The first human inhabitants of present-day Burlington were members of the Tunxis Tribe, who belonged to a confederation of Algonquian Indians. Legend holds they used the area as a hunting ground.

The first English settlers of Connecticut arrived in 1636, settling the plantations of Windsor, Hartford and Wethersfield. Shortly thereafter the settlers of Hartford desired to expand their land holdings. In 1640, John Haynes, governor of Connecticut, negotiated on behalf of the Hartford settlers a purchase from the Tunxis of a large tract of land west of Hartford. The newly acquired land, named by the Tunxis as Tunxis Sepus, or "Bend in the little river" was renamed Tunxis Plantation and in 1645 was incorporated as the town of Farmington. The original land area of Farmington included the present-day towns of Avon, Berlin, Bristol, Burlington, Farmington, New Britain, Plainville, Southington and parts of other towns.

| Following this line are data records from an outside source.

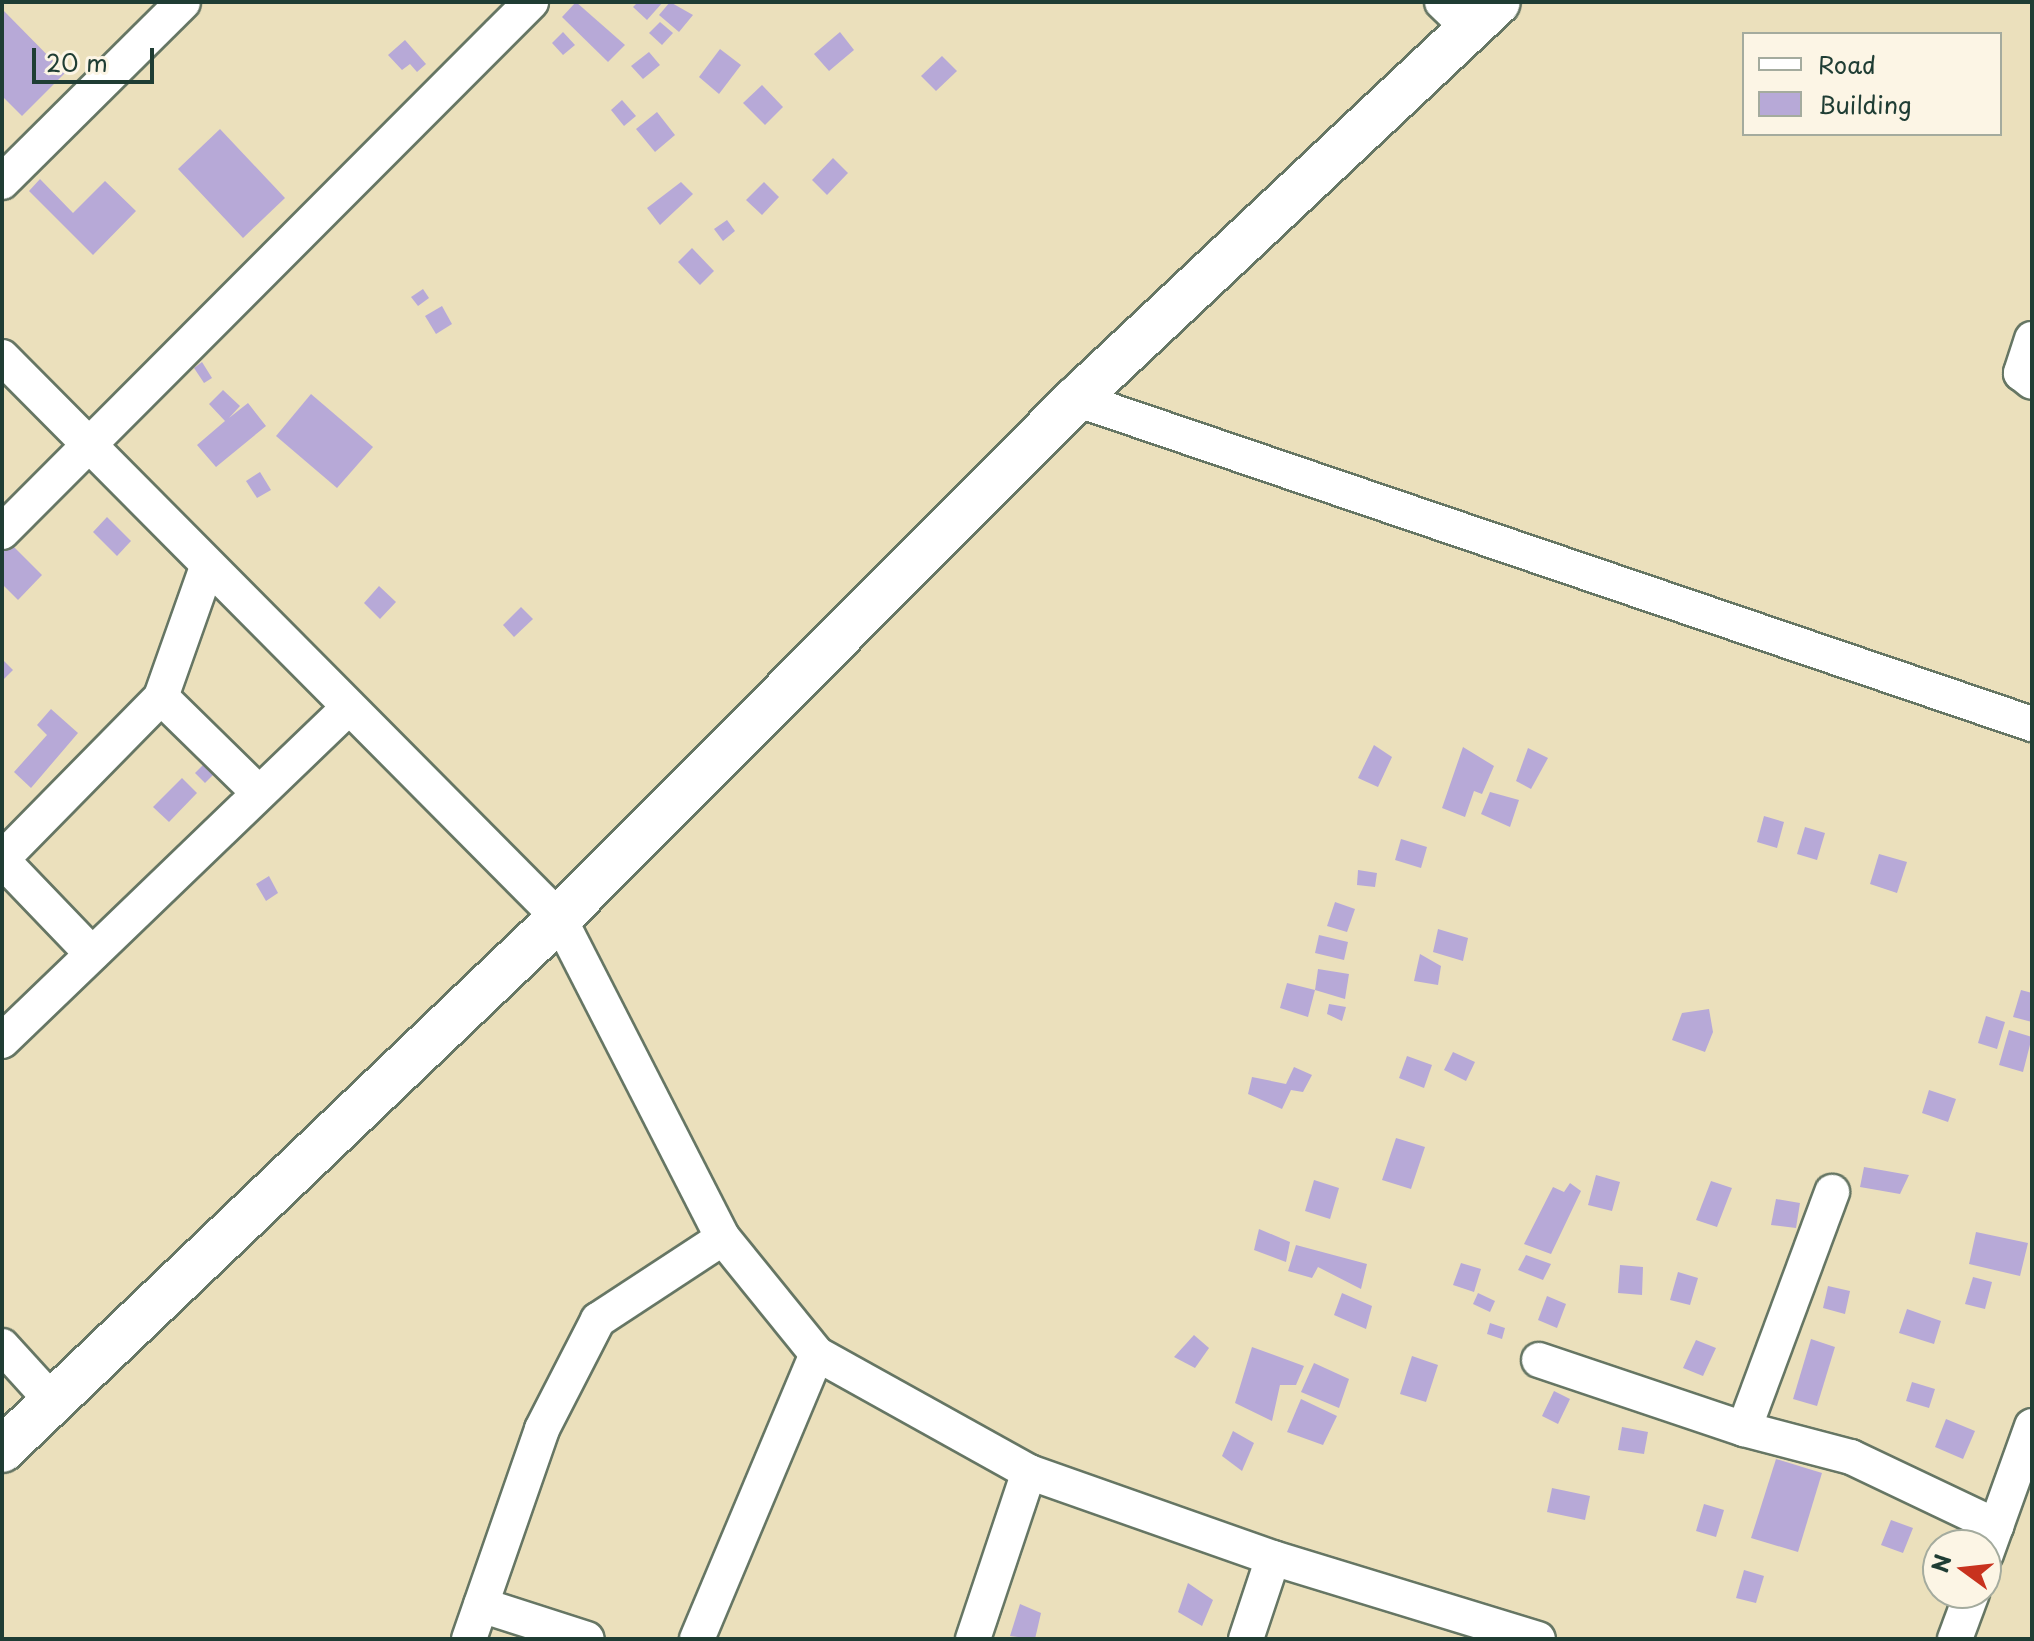 <!DOCTYPE html>
<html>
<head>
<meta charset="utf-8">
<style>
  body { margin:0 }
  #map { position:relative; width:2034px; height:1641px; overflow:hidden; background:#ebe0bc; font-family:"Playpen Sans",sans-serif }
  div>[style] { position:absolute }
  [style*='--x'] { left:calc(var(--x)*1px); top:calc(var(--y)*1px); width:calc(var(--w)*1px); rotate:calc(var(--a)*1deg) }
  .building>* { inset:0; background:#b7a9d7 }
  .roads { filter:drop-shadow(2px 0 #667664) drop-shadow(-2px 0 #667664) drop-shadow(0 2px #667664) drop-shadow(0 -2px #667664) }
  .street>* { height:34px; margin:-17px; padding:0 17px; transform-origin:17px; border-radius:17px; background:#fff }
  .primary>* { height:44px; margin:-22px; padding:0 22px; transform-origin:22px; border-radius:22px; background:#fff }
  span { translate:-50% -50%; white-space:nowrap; text-align:center; line-height:1.15; -webkit-text-stroke:7px #fcf5e5; paint-order:stroke }
  .frame { position:absolute; inset:0; border:4px solid #1f3d34; pointer-events:none }
  .legend { position:absolute; left:1742px; top:32px; width:260px; height:104px; box-sizing:border-box; background:#fcf5e5; border:2px solid #a4ab9e; margin:0; padding:10px 14px; list-style:none; font-size:24px; color:#1f3d34 }
  .legend li { display:flex; align-items:center; gap:16px; height:40px }
  .legend b { width:40px; border:2px solid #a4ab9e }
  .north { position:absolute; left:1922px; top:1529px; width:80px; height:80px; box-sizing:border-box; background:#fcf5e5; border:2px solid #a4ab9e; border-radius:50%; rotate:285deg; font-size:22px; font-weight:700; line-height:32px; text-align:center; color:#1f3d34 }
  .north::after { content:''; display:block; margin:auto; width:28px; height:36px; background:#c8321e; clip-path:polygon(50% 0,100% 100%,50% 72%,0 100%) }
  .scale { position:absolute; left:32px; top:48px; width:122px; height:36px; box-sizing:border-box; border:4px solid #1f3d34; border-top:0; padding-left:10px; font-size:24px; line-height:28px; white-space:nowrap; color:#1f3d34; -webkit-text-stroke:6px #fcf5e5; paint-order:stroke }
</style>
</head>
<body>
<div id="map">
  <div class="building">
    <i style="clip-path:polygon(576px 2px,625px 45px,608px 62px,562px 17px)"></i>
    <i style="clip-path:polygon(638px 2px,663px 2px,647px 20px,633px 7px)"></i>
    <i style="clip-path:polygon(670px 2px,693px 15px,679px 32px,659px 15px)"></i>
    <i style="clip-path:polygon(2px 9px,65px 73px,22px 116px,2px 96px)"></i>
    <i style="clip-path:polygon(660px 22px,673px 33px,662px 45px,649px 33px)"></i>
    <i style="clip-path:polygon(563px 32px,575px 45px,563px 55px,552px 43px)"></i>
    <i style="clip-path:polygon(840px 32px,854px 50px,829px 71px,814px 54px)"></i>
    <i style="clip-path:polygon(405px 40px,426px 64px,417px 72px,410px 64px,402px 70px,388px 55px)"></i>
    <i style="clip-path:polygon(720px 49px,741px 65px,719px 94px,699px 77px)"></i>
    <i style="clip-path:polygon(649px 52px,660px 65px,643px 79px,631px 66px)"></i>
    <i style="clip-path:polygon(942px 56px,957px 71px,936px 91px,921px 76px)"></i>
    <i style="clip-path:polygon(762px 85px,783px 107px,765px 125px,743px 103px)"></i>
    <i style="clip-path:polygon(622px 100px,636px 116px,624px 126px,611px 110px)"></i>
    <i style="clip-path:polygon(657px 112px,675px 135px,655px 152px,636px 129px)"></i>
    <i style="clip-path:polygon(220px 129px,285px 198px,243px 238px,178px 169px)"></i>
    <i style="clip-path:polygon(833px 158px,848px 173px,827px 195px,812px 180px)"></i>
    <i style="clip-path:polygon(40px 179px,73px 213px,105px 181px,136px 211px,93px 255px,29px 191px)"></i>
    <i style="clip-path:polygon(681px 182px,693px 194px,660px 225px,647px 208px)"></i>
    <i style="clip-path:polygon(764px 182px,779px 197px,762px 215px,746px 200px)"></i>
    <i style="clip-path:polygon(727px 220px,735px 231px,723px 241px,714px 229px)"></i>
    <i style="clip-path:polygon(692px 248px,714px 271px,700px 285px,678px 262px)"></i>
    <i style="clip-path:polygon(423px 289px,429px 298px,418px 306px,411px 297px)"></i>
    <i style="clip-path:polygon(442px 306px,452px 324px,436px 334px,425px 316px)"></i>
    <i style="clip-path:polygon(202px 362px,212px 378px,204px 383px,194px 368px)"></i>
    <i style="clip-path:polygon(223px 390px,240px 406px,229px 418px,248px 403px,266px 426px,216px 467px,197px 445px,225px 421px,209px 404px)"></i>
    <i style="clip-path:polygon(311px 394px,373px 447px,337px 488px,276px 436px)"></i>
    <i style="clip-path:polygon(260px 472px,271px 490px,257px 498px,246px 481px)"></i>
    <i style="clip-path:polygon(107px 517px,131px 541px,117px 556px,93px 532px)"></i>
    <i style="clip-path:polygon(11px 544px,42px 575px,18px 600px,2px 584px,2px 553px)"></i>
    <i style="clip-path:polygon(379px 586px,396px 602px,380px 619px,364px 603px)"></i>
    <i style="clip-path:polygon(521px 607px,533px 619px,514px 637px,503px 625px)"></i>
    <i style="clip-path:polygon(2px 659px,13px 670px,2px 681px)"></i>
    <i style="clip-path:polygon(51px 709px,78px 733px,31px 788px,14px 772px,47px 735px,37px 725px)"></i>
    <i style="clip-path:polygon(1374px 745px,1392px 757px,1378px 787px,1358px 778px)"></i>
    <i style="clip-path:polygon(1463px 747px,1494px 766px,1482px 794px,1474px 791px,1465px 817px,1442px 808px)"></i>
    <i style="clip-path:polygon(1528px 748px,1548px 758px,1531px 789px,1516px 781px)"></i>
    <i style="clip-path:polygon(209px 759px,219px 769px,205px 783px,195px 773px)"></i>
    <i style="clip-path:polygon(182px 778px,197px 793px,169px 822px,153px 807px)"></i>
    <i style="clip-path:polygon(1490px 792px,1519px 800px,1510px 827px,1481px 814px)"></i>
    <i style="clip-path:polygon(1764px 816px,1784px 822px,1777px 848px,1757px 842px)"></i>
    <i style="clip-path:polygon(1805px 827px,1825px 833px,1817px 860px,1797px 854px)"></i>
    <i style="clip-path:polygon(1401px 839px,1427px 847px,1421px 868px,1395px 860px)"></i>
    <i style="clip-path:polygon(1879px 854px,1907px 862px,1897px 893px,1870px 884px)"></i>
    <i style="clip-path:polygon(1358px 870px,1377px 873px,1375px 887px,1357px 885px)"></i>
    <i style="clip-path:polygon(269px 876px,278px 893px,266px 901px,256px 884px)"></i>
    <i style="clip-path:polygon(1335px 902px,1355px 909px,1347px 932px,1327px 926px)"></i>
    <i style="clip-path:polygon(1438px 929px,1468px 938px,1463px 961px,1433px 952px)"></i>
    <i style="clip-path:polygon(1319px 935px,1348px 942px,1344px 960px,1315px 953px)"></i>
    <i style="clip-path:polygon(1420px 954px,1441px 966px,1438px 985px,1414px 981px)"></i>
    <i style="clip-path:polygon(1318px 969px,1349px 974px,1345px 999px,1315px 990px)"></i>
    <i style="clip-path:polygon(1287px 983px,1315px 990px,1308px 1017px,1280px 1008px)"></i>
    <i style="clip-path:polygon(2021px 990px,2032px 993px,2032px 1022px,2013px 1017px)"></i>
    <i style="clip-path:polygon(1329px 1004px,1346px 1007px,1342px 1021px,1327px 1014px)"></i>
    <i style="clip-path:polygon(1709px 1009px,1713px 1032px,1705px 1052px,1672px 1040px,1682px 1013px)"></i>
    <i style="clip-path:polygon(1986px 1016px,2005px 1022px,1997px 1049px,1978px 1043px)"></i>
    <i style="clip-path:polygon(2009px 1030px,2032px 1037px,2023px 1072px,1999px 1065px)"></i>
    <i style="clip-path:polygon(1453px 1052px,1475px 1062px,1466px 1081px,1444px 1070px)"></i>
    <i style="clip-path:polygon(1407px 1056px,1432px 1065px,1424px 1088px,1399px 1078px)"></i>
    <i style="clip-path:polygon(1294px 1067px,1312px 1075px,1303px 1092px,1291px 1090px,1282px 1109px,1248px 1094px,1252px 1077px,1286px 1084px)"></i>
    <i style="clip-path:polygon(1929px 1090px,1956px 1099px,1948px 1122px,1922px 1113px)"></i>
    <i style="clip-path:polygon(1396px 1138px,1425px 1147px,1411px 1189px,1382px 1180px)"></i>
    <i style="clip-path:polygon(1864px 1167px,1909px 1175px,1900px 1194px,1860px 1187px)"></i>
    <i style="clip-path:polygon(1596px 1175px,1620px 1182px,1612px 1211px,1588px 1205px)"></i>
    <i style="clip-path:polygon(1314px 1180px,1339px 1188px,1330px 1219px,1305px 1211px)"></i>
    <i style="clip-path:polygon(1711px 1181px,1732px 1188px,1717px 1227px,1696px 1220px)"></i>
    <i style="clip-path:polygon(1570px 1183px,1581px 1191px,1551px 1254px,1524px 1244px,1553px 1187px,1564px 1192px)"></i>
    <i style="clip-path:polygon(1776px 1199px,1800px 1203px,1796px 1228px,1771px 1225px)"></i>
    <i style="clip-path:polygon(1259px 1229px,1290px 1242px,1286px 1262px,1254px 1250px)"></i>
    <i style="clip-path:polygon(1976px 1232px,2028px 1243px,2020px 1276px,1969px 1264px)"></i>
    <i style="clip-path:polygon(1296px 1245px,1367px 1264px,1361px 1289px,1318px 1267px,1312px 1278px,1288px 1271px)"></i>
    <i style="clip-path:polygon(1526px 1255px,1551px 1264px,1543px 1280px,1518px 1270px)"></i>
    <i style="clip-path:polygon(1461px 1263px,1481px 1269px,1474px 1292px,1453px 1285px)"></i>
    <i style="clip-path:polygon(1620px 1265px,1643px 1267px,1642px 1295px,1618px 1293px)"></i>
    <i style="clip-path:polygon(1678px 1272px,1698px 1278px,1690px 1305px,1670px 1300px)"></i>
    <i style="clip-path:polygon(1973px 1277px,1992px 1282px,1985px 1309px,1965px 1304px)"></i>
    <i style="clip-path:polygon(1828px 1286px,1850px 1291px,1845px 1314px,1823px 1308px)"></i>
    <i style="clip-path:polygon(1342px 1293px,1372px 1306px,1366px 1329px,1334px 1315px)"></i>
    <i style="clip-path:polygon(1478px 1293px,1495px 1301px,1490px 1312px,1473px 1304px)"></i>
    <i style="clip-path:polygon(1547px 1296px,1566px 1304px,1557px 1328px,1538px 1320px)"></i>
    <i style="clip-path:polygon(1907px 1309px,1941px 1321px,1934px 1344px,1899px 1333px)"></i>
    <i style="clip-path:polygon(1490px 1323px,1505px 1328px,1502px 1339px,1487px 1334px)"></i>
    <i style="clip-path:polygon(1194px 1335px,1209px 1348px,1195px 1368px,1174px 1357px)"></i>
    <i style="clip-path:polygon(1811px 1339px,1835px 1347px,1817px 1406px,1793px 1399px)"></i>
    <i style="clip-path:polygon(1696px 1340px,1716px 1348px,1703px 1376px,1683px 1368px)"></i>
    <i style="clip-path:polygon(1252px 1347px,1304px 1366px,1296px 1385px,1280px 1385px,1272px 1421px,1235px 1403px)"></i>
    <i style="clip-path:polygon(1412px 1356px,1438px 1365px,1426px 1402px,1400px 1394px)"></i>
    <i style="clip-path:polygon(1314px 1363px,1349px 1379px,1339px 1408px,1301px 1392px)"></i>
    <i style="clip-path:polygon(1912px 1382px,1935px 1389px,1929px 1408px,1906px 1401px)"></i>
    <i style="clip-path:polygon(1554px 1391px,1570px 1399px,1558px 1424px,1542px 1416px)"></i>
    <i style="clip-path:polygon(1301px 1399px,1337px 1416px,1323px 1445px,1287px 1432px)"></i>
    <i style="clip-path:polygon(1946px 1419px,1975px 1431px,1963px 1459px,1935px 1447px)"></i>
    <i style="clip-path:polygon(1622px 1427px,1648px 1432px,1644px 1454px,1618px 1450px)"></i>
    <i style="clip-path:polygon(1233px 1431px,1254px 1443px,1242px 1471px,1222px 1456px)"></i>
    <i style="clip-path:polygon(1776px 1459px,1822px 1473px,1798px 1552px,1751px 1538px)"></i>
    <i style="clip-path:polygon(1552px 1488px,1590px 1496px,1585px 1520px,1547px 1512px)"></i>
    <i style="clip-path:polygon(1704px 1504px,1724px 1510px,1716px 1537px,1696px 1531px)"></i>
    <i style="clip-path:polygon(1891px 1520px,1913px 1528px,1903px 1553px,1881px 1545px)"></i>
    <i style="clip-path:polygon(1744px 1570px,1764px 1576px,1756px 1603px,1736px 1598px)"></i>
    <i style="clip-path:polygon(1188px 1583px,1213px 1600px,1202px 1626px,1178px 1612px)"></i>
    <i style="clip-path:polygon(1020px 1604px,1041px 1613px,1035px 1639px,1010px 1636px)"></i>
  </div>
  <div class="roads">
    <div class="street">
      <i style="--x:1442;--y:2;--w:39;--a:44"></i>
      <i style="--x:2;--y:182;--w:255;--a:-44.8"></i>
      <i style="--x:2032;--y:339;--w:36;--a:108"></i>
      <i style="--x:2021;--y:373;--w:14;--a:39"></i>
      <i style="--x:2;--y:357;--w:791;--a:45.2"></i>
      <i style="--x:559;--y:918;--w:360;--a:62.9"></i>
      <i style="--x:723;--y:1238;--w:149;--a:51"></i>
      <i style="--x:817;--y:1354;--w:243;--a:29.1"></i>
      <i style="--x:1029;--y:1472;--w:259;--a:19.4"></i>
      <i style="--x:1273;--y:1558;--w:277;--a:17"></i>
      <i style="--x:1076;--y:399;--w:1010;--a:18.78"></i>
      <i style="--x:2;--y:532;--w:749;--a:-45.05"></i>
      <i style="--x:161;--y:697;--w:137;--a:44.4"></i>
      <i style="--x:2;--y:859;--w:227;--a:-45.5"></i>
      <i style="--x:161;--y:697;--w:138;--a:-70.5"></i>
      <i style="--x:2;--y:860;--w:130;--a:46.2"></i>
      <i style="--x:2;--y:1041;--w:480;--a:-43.9"></i>
      <i style="--x:2;--y:1346;--w:74;--a:47.7"></i>
      <i style="--x:1539;--y:1360;--w:216;--a:18.6"></i>
      <i style="--x:1744;--y:1429;--w:111;--a:14.7"></i>
      <i style="--x:1851;--y:1457;--w:161;--a:25.4"></i>
      <i style="--x:1744;--y:1429;--w:253;--a:-69.6"></i>
      <i style="--x:1986;--y:1554;--w:136;--a:-70.2"></i>
      <i style="--x:481;--y:1605;--w:111;--a:17.8"></i>
      <i style="--x:469;--y:1639;--w:222;--a:-70.8"></i>
      <i style="--x:542;--y:1429;--w:123;--a:-62.8"></i>
      <i style="--x:598;--y:1320;--w:149;--a:-33.3"></i>
      <i style="--x:697;--y:1639;--w:309;--a:-67.2"></i>
      <i style="--x:973;--y:1639;--w:176;--a:-71.5"></i>
      <i style="--x:1246;--y:1639;--w:85;--a:-71.6"></i>
      <i style="--x:1955;--y:1639;--w:49;--a:-69.7"></i>
    </div>
    <div class="primary">
      <i style="--x:2;--y:1450;--w:770;--a:-43.68"></i>
      <i style="--x:559;--y:918;--w:733;--a:-45.11"></i>
      <i style="--x:1076;--y:399;--w:579;--a:-43.25"></i>
    </div>
  </div>
  <div class="frame"></div>
  <ul class="legend">
  <li><b style="height:10px;background:#fff"></b>Road</li>
  <li><b style="height:22px;background:#b7a9d7"></b>Building</li>
  </ul>
  <div class="north">N</div>
  <div class="scale">20 m</div>
</div>
</body>
</html>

For many years after its initial settlement Farmington's remote and heavily forested western lands, known simply as the West Woods (Present-day Burlington and Bristol), remained uncharted and undeveloped. It was not until 1721 that the Farmington proprietors divided the area into tiers and lots. Six tiers of lots were laid out, each three hundred and fifty rods wide, and about 11 miles long, with reservations between for twenty, thirty and forty rod highways.